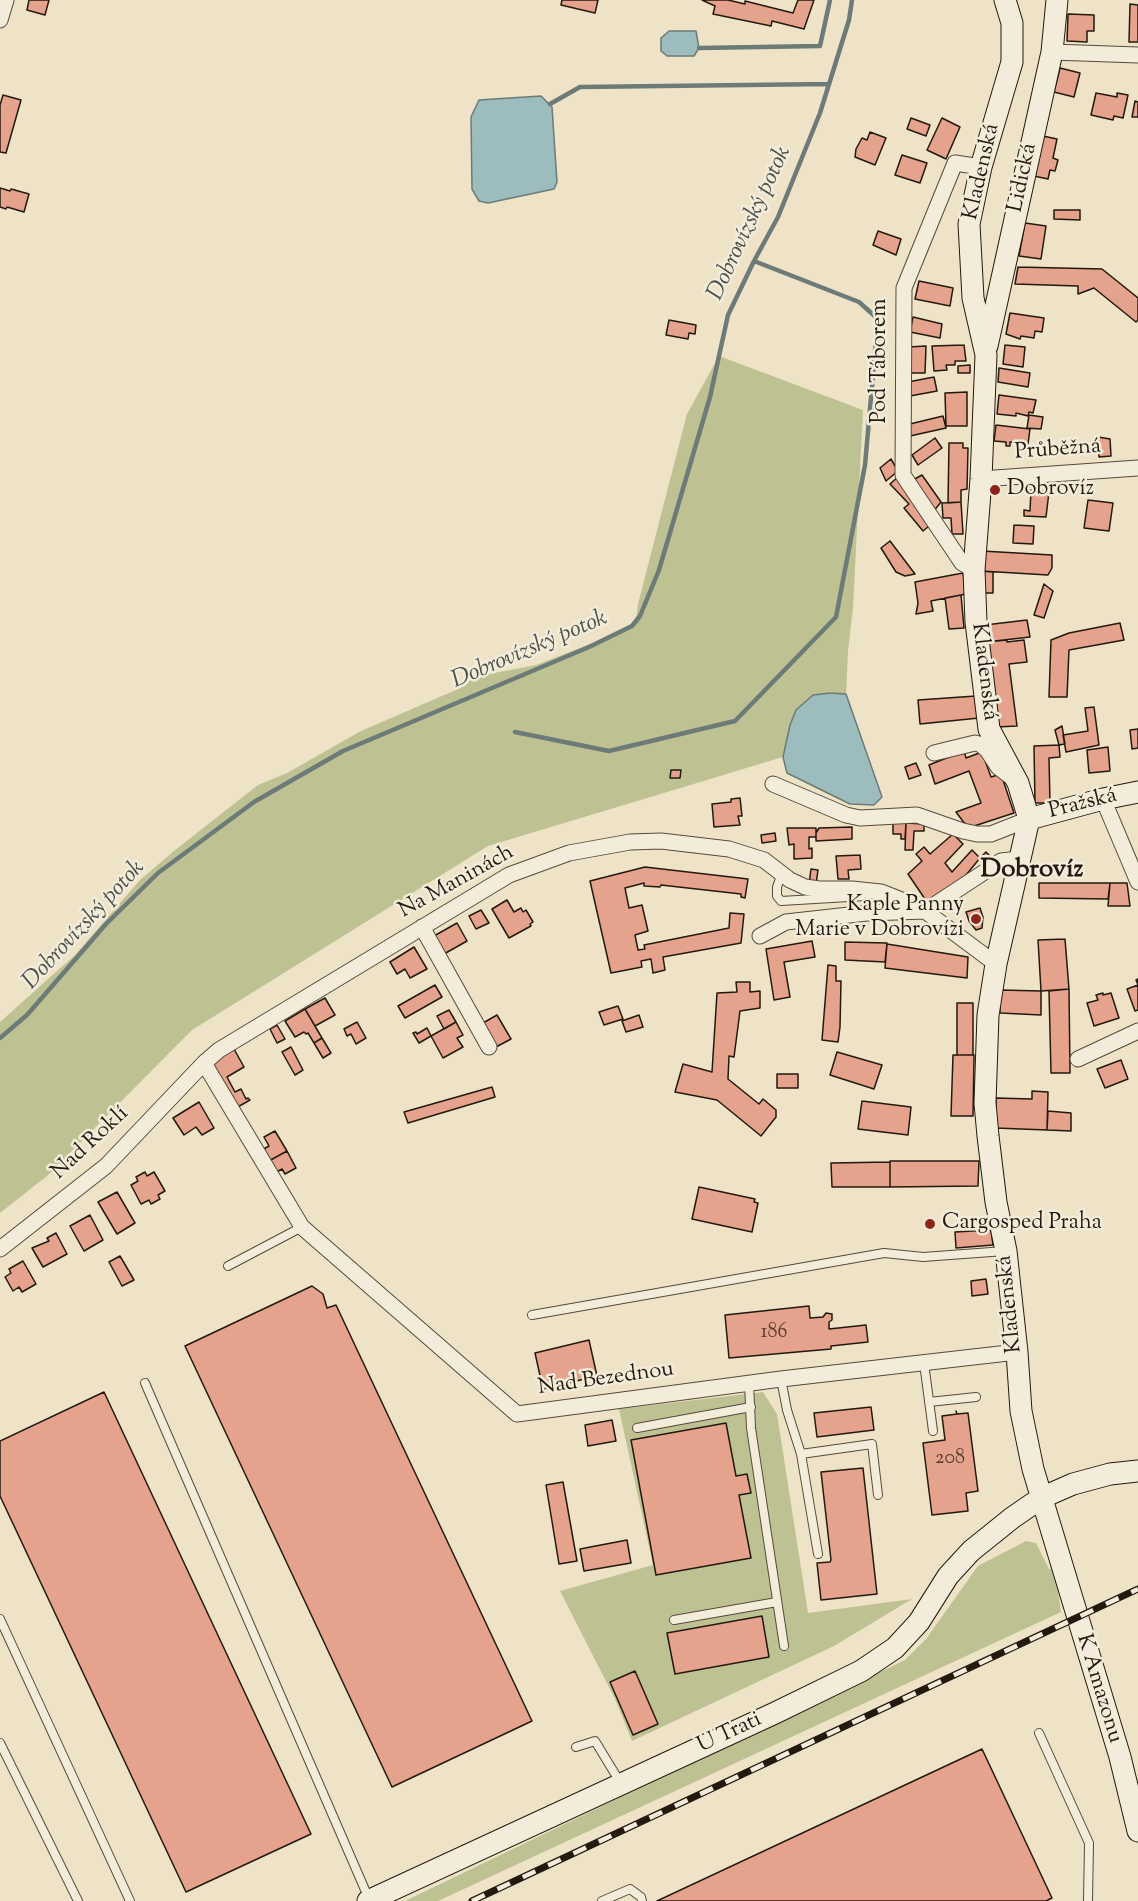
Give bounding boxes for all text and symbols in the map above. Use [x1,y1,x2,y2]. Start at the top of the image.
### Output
street label: Kladenská [959,121,1007,223]
street label: Lidická [1004,141,1044,215]
water label: Dobrovízský potok [703,142,799,306]
street label: Pod Táborem [868,299,894,423]
street label: Průběžná [1014,435,1102,467]
place label: Dobrovíz [1007,477,1094,503]
marker: Dobrovíz [988,483,1002,497]
water label: Dobrovízský potok [448,605,612,697]
street label: Kladenská [964,622,1002,722]
street label: Pražská [1046,784,1120,826]
street label: Na Maninách [395,841,519,925]
water label: Dobrovízský potok [18,855,152,997]
district label: Dobrovíz [981,856,1083,888]
place label: Kaple Panny Marie v Dobrovízi [795,893,964,944]
marker: Kaple Panny Marie v Dobrovízi [969,912,983,926]
street label: Nad Roklí [47,1102,135,1186]
place label: Cargosped Praha [942,1211,1102,1237]
marker: Cargosped Praha [923,1217,937,1231]
street label: Kladenská [993,1254,1029,1354]
house number: 186 [761,1322,787,1346]
street label: Nad Bezednou [536,1357,676,1403]
house number: 208 [935,1448,965,1472]
street label: K Amazonu [1069,1631,1127,1747]
street label: U Trati [694,1708,766,1760]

■ EXERCISE REQUIREMENTS: Within the listing above, work out the number of lines that hold "Praha", and give that number alone.

■ REPLY: 2